Go through the records, and copy each line in which the string "reading" is present.

:: Task material ::

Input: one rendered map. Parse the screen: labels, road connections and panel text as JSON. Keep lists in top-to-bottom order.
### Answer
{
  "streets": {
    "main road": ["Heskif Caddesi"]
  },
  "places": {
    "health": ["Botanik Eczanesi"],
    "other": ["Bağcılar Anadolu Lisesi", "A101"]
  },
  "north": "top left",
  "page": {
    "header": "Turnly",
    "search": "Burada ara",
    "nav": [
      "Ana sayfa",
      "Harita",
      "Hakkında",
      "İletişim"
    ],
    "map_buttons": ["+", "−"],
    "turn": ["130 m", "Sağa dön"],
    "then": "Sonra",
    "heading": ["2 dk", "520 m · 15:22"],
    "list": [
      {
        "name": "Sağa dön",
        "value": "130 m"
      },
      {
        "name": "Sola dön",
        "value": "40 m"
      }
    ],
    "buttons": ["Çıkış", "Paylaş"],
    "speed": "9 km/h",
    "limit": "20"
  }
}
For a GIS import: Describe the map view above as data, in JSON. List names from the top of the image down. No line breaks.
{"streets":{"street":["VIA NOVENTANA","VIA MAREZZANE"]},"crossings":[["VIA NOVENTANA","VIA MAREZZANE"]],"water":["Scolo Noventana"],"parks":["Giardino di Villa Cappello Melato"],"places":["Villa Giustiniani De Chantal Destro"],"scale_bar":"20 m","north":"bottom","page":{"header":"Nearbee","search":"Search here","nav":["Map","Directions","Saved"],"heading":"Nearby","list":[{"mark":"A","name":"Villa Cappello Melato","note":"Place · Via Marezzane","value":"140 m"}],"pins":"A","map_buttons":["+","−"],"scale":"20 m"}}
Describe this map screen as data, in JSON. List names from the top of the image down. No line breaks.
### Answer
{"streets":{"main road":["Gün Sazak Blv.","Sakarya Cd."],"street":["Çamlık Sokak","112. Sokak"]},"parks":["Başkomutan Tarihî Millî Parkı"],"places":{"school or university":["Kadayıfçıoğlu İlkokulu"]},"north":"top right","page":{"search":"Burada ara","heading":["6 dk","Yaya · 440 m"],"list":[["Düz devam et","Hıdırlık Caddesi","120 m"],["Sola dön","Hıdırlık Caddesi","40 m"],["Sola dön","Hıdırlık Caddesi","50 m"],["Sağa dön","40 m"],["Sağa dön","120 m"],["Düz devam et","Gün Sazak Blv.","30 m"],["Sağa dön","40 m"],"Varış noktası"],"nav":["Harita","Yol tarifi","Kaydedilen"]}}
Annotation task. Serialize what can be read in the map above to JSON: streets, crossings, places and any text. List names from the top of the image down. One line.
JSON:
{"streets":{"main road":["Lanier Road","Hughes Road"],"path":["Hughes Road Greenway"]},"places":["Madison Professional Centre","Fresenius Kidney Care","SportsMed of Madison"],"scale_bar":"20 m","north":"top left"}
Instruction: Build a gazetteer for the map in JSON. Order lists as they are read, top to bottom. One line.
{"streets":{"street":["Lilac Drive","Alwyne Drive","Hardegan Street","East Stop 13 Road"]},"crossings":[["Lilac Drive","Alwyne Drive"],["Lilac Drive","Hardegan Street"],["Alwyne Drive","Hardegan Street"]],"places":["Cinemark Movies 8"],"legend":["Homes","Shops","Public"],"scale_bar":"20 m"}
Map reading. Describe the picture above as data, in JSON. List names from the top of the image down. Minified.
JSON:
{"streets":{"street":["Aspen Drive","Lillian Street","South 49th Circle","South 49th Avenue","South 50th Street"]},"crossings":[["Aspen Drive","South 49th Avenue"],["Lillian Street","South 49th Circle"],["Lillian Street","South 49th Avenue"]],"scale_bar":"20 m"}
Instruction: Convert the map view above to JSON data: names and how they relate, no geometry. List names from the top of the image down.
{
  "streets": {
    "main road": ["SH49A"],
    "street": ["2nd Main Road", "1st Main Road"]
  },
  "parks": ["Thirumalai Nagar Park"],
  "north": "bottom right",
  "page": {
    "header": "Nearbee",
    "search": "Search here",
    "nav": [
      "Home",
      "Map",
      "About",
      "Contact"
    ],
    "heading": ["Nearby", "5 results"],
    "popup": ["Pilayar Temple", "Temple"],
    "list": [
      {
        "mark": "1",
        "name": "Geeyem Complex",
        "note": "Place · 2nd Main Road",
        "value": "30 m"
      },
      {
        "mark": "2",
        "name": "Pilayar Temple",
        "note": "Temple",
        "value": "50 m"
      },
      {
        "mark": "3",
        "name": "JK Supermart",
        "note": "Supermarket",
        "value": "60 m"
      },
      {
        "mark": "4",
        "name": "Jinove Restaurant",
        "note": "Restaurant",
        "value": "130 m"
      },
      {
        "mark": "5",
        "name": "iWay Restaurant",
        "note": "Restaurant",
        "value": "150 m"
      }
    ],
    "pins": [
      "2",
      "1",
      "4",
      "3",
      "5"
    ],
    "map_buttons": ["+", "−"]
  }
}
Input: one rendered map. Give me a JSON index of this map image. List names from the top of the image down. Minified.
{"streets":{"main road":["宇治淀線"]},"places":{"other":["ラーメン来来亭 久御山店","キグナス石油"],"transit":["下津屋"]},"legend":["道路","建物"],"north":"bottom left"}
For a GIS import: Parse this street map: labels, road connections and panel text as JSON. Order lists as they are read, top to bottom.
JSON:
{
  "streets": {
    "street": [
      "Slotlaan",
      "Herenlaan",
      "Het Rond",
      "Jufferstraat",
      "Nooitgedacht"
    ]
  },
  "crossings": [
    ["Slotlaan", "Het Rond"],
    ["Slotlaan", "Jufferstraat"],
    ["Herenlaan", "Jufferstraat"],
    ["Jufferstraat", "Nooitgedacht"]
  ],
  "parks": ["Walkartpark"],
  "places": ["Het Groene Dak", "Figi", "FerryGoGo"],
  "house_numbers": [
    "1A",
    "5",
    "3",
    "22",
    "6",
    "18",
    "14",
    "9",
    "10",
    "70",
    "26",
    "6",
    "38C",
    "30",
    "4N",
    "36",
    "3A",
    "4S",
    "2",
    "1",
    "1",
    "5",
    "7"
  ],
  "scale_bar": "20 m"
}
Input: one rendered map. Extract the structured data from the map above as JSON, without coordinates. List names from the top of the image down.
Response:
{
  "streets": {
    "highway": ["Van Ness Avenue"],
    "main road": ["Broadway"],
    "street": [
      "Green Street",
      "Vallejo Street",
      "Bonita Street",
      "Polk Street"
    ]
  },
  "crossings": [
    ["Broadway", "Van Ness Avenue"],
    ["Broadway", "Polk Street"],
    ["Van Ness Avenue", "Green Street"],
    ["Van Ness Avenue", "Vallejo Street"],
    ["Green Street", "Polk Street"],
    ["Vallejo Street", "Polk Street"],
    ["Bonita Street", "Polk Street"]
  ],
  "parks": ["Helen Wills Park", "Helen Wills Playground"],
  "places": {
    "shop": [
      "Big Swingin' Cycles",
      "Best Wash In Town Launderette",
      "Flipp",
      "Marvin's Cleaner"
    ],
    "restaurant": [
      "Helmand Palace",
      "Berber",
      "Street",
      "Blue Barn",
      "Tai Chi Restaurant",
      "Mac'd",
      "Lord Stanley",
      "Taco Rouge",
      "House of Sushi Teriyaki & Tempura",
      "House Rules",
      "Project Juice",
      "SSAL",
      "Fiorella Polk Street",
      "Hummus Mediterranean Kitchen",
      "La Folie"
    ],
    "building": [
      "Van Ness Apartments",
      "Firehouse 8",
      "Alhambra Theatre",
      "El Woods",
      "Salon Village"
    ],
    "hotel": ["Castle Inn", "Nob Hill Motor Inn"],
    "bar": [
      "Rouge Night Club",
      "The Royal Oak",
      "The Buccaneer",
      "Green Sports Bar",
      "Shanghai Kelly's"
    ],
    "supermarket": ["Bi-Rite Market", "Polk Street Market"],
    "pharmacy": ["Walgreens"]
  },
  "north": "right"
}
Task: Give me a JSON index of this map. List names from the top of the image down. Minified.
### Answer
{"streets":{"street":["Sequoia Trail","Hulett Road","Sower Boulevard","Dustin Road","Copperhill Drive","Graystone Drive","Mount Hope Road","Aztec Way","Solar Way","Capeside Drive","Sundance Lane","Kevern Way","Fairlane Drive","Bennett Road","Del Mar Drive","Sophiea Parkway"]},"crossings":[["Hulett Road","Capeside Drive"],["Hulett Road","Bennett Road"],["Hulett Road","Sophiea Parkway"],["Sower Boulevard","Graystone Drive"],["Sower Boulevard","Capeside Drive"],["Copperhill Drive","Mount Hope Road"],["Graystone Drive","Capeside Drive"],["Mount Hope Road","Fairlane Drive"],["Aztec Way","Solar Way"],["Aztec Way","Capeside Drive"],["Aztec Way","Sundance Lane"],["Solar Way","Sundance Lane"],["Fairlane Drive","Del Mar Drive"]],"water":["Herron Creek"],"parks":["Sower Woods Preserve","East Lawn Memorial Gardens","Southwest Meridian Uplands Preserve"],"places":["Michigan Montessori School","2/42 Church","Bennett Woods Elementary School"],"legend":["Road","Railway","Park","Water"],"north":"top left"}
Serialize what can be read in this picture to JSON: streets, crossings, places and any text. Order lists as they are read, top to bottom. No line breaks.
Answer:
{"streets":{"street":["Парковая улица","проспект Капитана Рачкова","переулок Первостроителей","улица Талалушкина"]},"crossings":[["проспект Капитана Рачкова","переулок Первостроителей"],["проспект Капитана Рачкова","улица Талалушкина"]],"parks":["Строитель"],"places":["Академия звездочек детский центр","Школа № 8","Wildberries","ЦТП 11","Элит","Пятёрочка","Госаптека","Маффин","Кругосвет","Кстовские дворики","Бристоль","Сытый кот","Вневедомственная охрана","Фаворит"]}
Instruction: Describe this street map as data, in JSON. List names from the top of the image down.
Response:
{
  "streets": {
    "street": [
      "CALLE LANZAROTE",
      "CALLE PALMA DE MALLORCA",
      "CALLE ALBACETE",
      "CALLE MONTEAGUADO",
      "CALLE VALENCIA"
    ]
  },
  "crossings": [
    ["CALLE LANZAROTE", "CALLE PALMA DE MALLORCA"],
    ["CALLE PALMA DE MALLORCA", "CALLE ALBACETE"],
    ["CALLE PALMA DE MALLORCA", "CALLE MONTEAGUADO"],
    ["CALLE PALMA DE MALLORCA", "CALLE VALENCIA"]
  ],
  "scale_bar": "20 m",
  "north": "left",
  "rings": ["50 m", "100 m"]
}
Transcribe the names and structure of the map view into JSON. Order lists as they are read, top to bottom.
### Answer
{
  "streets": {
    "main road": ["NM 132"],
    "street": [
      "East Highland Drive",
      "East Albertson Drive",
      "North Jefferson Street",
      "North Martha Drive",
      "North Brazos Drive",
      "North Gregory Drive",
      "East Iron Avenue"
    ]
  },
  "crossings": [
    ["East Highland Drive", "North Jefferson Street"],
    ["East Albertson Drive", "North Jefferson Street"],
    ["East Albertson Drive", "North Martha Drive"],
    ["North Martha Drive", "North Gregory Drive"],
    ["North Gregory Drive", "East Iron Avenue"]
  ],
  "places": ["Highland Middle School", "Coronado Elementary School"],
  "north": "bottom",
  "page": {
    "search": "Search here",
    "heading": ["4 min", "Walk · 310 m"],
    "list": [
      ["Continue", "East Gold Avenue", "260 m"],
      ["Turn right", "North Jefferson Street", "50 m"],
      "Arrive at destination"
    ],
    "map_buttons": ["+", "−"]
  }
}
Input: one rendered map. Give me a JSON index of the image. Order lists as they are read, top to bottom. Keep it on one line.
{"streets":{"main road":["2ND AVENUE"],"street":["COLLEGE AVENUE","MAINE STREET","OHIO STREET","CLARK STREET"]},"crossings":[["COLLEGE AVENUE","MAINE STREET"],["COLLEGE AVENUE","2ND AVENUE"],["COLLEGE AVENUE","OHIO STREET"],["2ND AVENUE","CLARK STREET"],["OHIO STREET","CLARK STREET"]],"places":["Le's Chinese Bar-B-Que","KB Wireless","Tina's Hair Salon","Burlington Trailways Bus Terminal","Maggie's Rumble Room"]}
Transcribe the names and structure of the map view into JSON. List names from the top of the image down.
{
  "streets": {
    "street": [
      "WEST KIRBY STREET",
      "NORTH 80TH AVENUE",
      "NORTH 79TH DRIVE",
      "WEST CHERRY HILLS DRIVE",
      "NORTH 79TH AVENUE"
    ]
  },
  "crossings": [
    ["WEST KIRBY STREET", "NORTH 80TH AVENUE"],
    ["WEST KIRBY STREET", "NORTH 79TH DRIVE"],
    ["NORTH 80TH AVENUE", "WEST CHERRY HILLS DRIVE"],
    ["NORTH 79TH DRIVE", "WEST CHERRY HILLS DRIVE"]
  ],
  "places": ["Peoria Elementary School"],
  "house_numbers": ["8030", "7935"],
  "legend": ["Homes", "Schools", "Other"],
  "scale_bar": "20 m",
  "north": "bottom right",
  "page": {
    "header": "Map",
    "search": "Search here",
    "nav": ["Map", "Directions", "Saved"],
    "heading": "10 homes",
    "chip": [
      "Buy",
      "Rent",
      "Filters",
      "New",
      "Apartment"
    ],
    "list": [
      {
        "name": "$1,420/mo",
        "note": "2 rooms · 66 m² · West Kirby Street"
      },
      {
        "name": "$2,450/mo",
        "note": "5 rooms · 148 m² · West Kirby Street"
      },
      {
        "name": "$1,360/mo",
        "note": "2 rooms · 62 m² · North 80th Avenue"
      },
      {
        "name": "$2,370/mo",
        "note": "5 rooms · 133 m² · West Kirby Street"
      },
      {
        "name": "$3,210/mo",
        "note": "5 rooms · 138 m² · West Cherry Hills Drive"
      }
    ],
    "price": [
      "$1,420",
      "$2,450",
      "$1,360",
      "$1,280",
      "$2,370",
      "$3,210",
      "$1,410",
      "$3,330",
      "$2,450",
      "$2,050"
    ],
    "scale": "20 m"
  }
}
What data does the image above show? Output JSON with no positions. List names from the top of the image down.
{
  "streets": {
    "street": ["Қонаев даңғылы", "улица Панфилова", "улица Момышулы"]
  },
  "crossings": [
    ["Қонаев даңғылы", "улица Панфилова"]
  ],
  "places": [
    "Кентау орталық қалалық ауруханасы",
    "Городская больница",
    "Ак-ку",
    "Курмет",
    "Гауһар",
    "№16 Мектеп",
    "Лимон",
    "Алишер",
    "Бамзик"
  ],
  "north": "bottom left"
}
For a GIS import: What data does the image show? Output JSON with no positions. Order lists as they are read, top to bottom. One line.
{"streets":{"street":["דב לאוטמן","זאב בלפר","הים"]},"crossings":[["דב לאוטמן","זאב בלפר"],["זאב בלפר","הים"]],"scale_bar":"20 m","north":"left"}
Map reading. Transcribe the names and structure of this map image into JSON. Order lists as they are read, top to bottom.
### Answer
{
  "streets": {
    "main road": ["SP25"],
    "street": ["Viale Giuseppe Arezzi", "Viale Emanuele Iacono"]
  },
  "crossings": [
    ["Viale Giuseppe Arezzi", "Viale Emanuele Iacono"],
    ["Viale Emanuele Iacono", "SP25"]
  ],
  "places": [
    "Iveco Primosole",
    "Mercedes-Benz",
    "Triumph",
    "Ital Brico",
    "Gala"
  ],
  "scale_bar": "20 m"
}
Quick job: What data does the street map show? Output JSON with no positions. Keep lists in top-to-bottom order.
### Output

:::

**Task result**.
Map reading. Describe the picture above as data, in JSON. List names from the top of the image down. Minified.
Map reading. Transcribe the names and structure of this map image into JSON. Order lists as they are read, top to bottom.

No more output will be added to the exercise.